Information Technology & Computing Services (ITCS) is a centralized technology organization led by a Chief Information Officer, reporting to the Vice Chancellor of Finance and Administration. There are 193 positions (10 vacant) including professional staff in the fields of networking, security, systems, operations, instructional technology, programming, desktop support, communications, training, and administration. An Organizational Chart of ITCS can be found at http://www.ecu.edu/itcs/itcs_orgchart_files/itcsorgchart.htm.  

Academic Computing, a division of ITCS, emphasizes the support of faculty, staff, and students using online learning platforms, the development of online course material, multimedia development, distance education tools, Web conferencing, the IT help desk, web applications and tools. ITCS works collaboratively with departmental Instructional technologists to provide support of institutional online applications and infrastructure.  ITCS provides qualified staff to support technological infrastructure through national and regional searches to hire the most qualified personnel, following Office of State Personnel guidelines.  ITCS staff has a myriad of nationally recognized advanced degrees and certifications in a variety of areas, such as ISCA security and governance, Cisco Networking, A+ hardware, Microsoft Products, and Red Hat.

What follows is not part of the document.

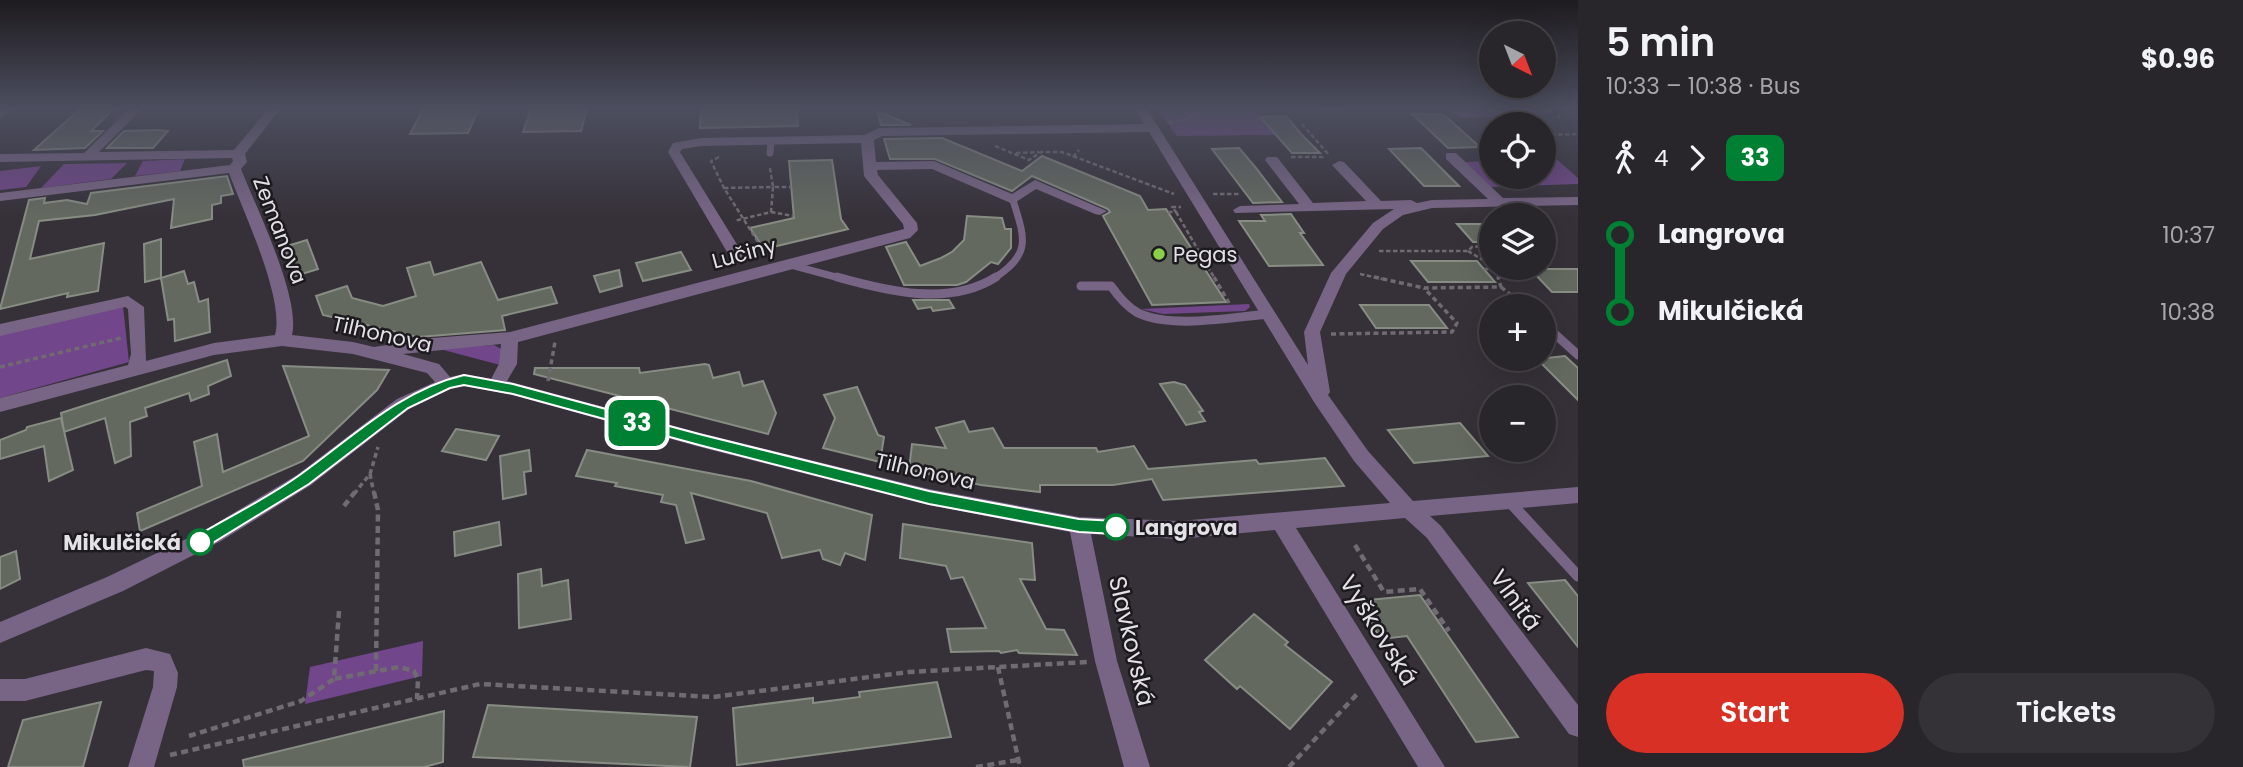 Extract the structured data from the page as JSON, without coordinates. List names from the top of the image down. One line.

Training is provided to staff through online training tools, workshops, and conferences.

Adequate funding for faculty, staff, services, and technological infrastructure

Adequate funding for distance education programs in regard to faculty, staff, services, and the technological infrastructure is assured by the University of North Carolina Semester Credit Hour Enrollment Change Funding Model.  Faculty positions are assigned to the university based on increases in DE enrollment and are submitted bi-annually to the UNC General Administration. The instructional salary amount plays a key role in the calculation of instructional costs in enrollment funding. The salary component is the product of the number of full-time equivalent (FTE) faculty teaching positions derived from the calculations in the Current Instructional Position Factors--UNC Enrollment Change Funding Model multiplied by the budgeted average teaching salary. This determines the number of teaching positions required for the projected enrollment change and the direct salary costs related to those positions.

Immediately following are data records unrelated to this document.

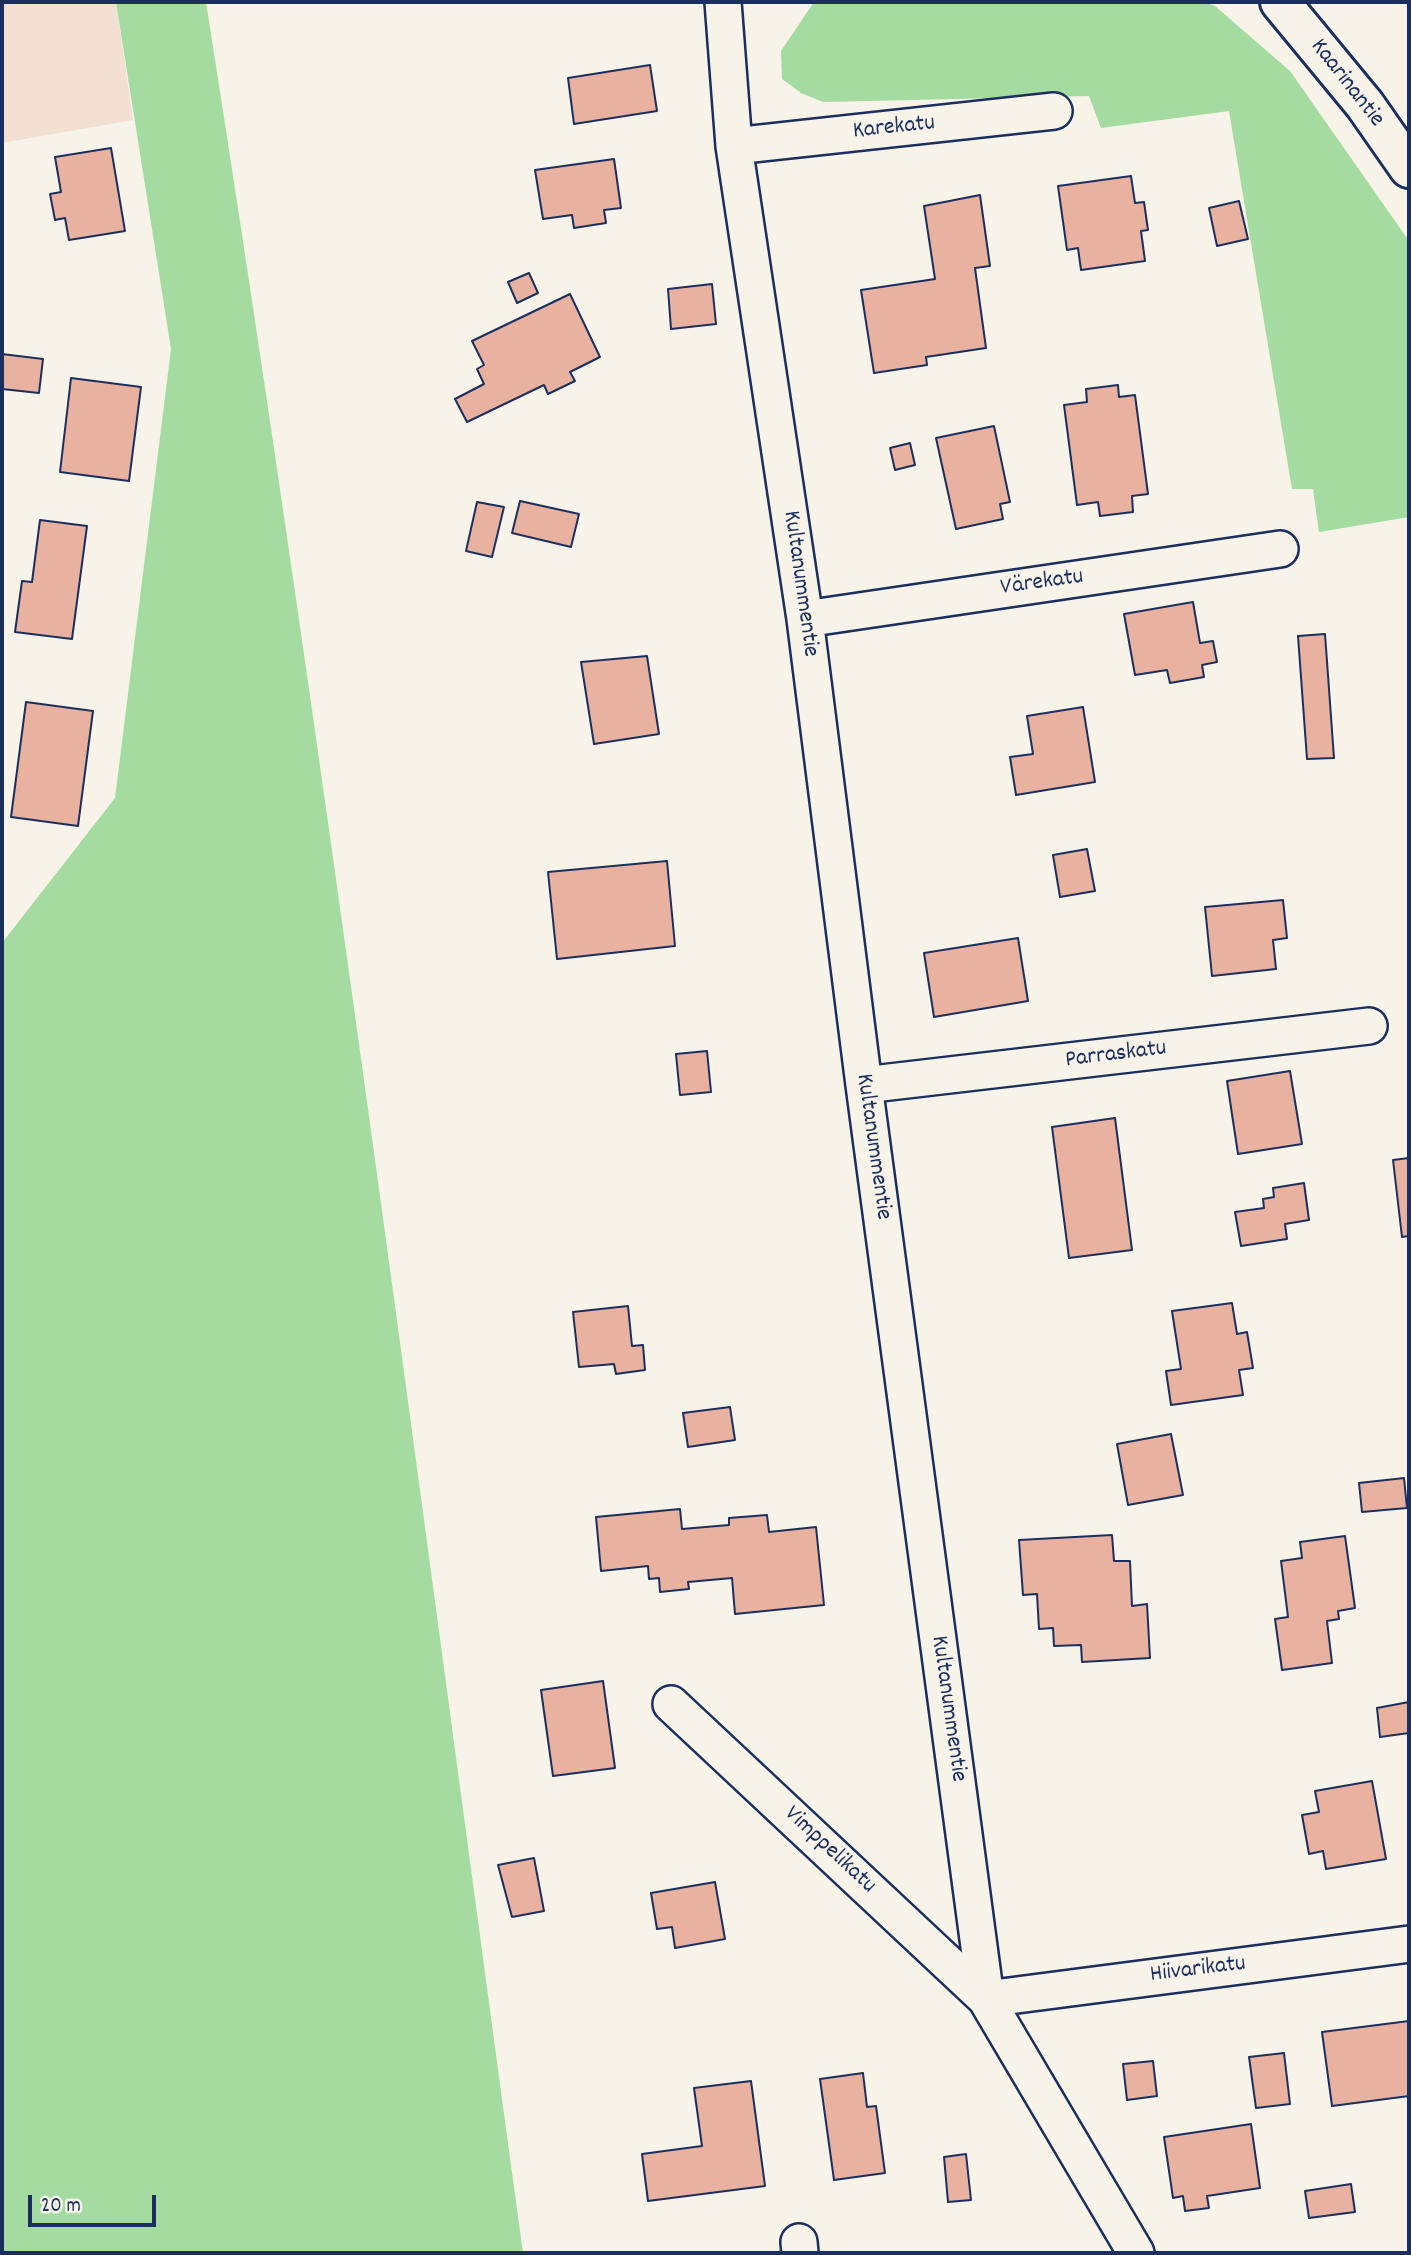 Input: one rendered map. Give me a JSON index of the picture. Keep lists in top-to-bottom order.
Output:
{
  "streets": {
    "main road": ["Kaarinantie"],
    "street": [
      "Karekatu",
      "Kultanummentie",
      "Värekatu",
      "Parraskatu",
      "Vimppelikatu",
      "Hiivarikatu"
    ]
  },
  "crossings": [
    ["Karekatu", "Kultanummentie"],
    ["Kultanummentie", "Värekatu"],
    ["Kultanummentie", "Parraskatu"],
    ["Kultanummentie", "Vimppelikatu"],
    ["Kultanummentie", "Hiivarikatu"],
    ["Vimppelikatu", "Hiivarikatu"]
  ],
  "scale_bar": "20 m"
}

The salaries of faculty are only part of the cost of operating academic departments. The “other instructional costs” component is intended to provide funding for fringe benefits of the faculty members, salaries and benefits of other personnel in the academic departments (e.g., clerical personnel, laboratory supervisors, etc.), office operating expenses (telephone charges, photocopies, office supplies, etc.), travel, equipment, and other similar costs. The total faculty salary cost is multiplied by a factor expressed as a percentage, e.g. 44.89%. The salary component and the other instructional costs are combined to yield total academic requirements. This amount is the basis for calculating the remaining percentage components in the model.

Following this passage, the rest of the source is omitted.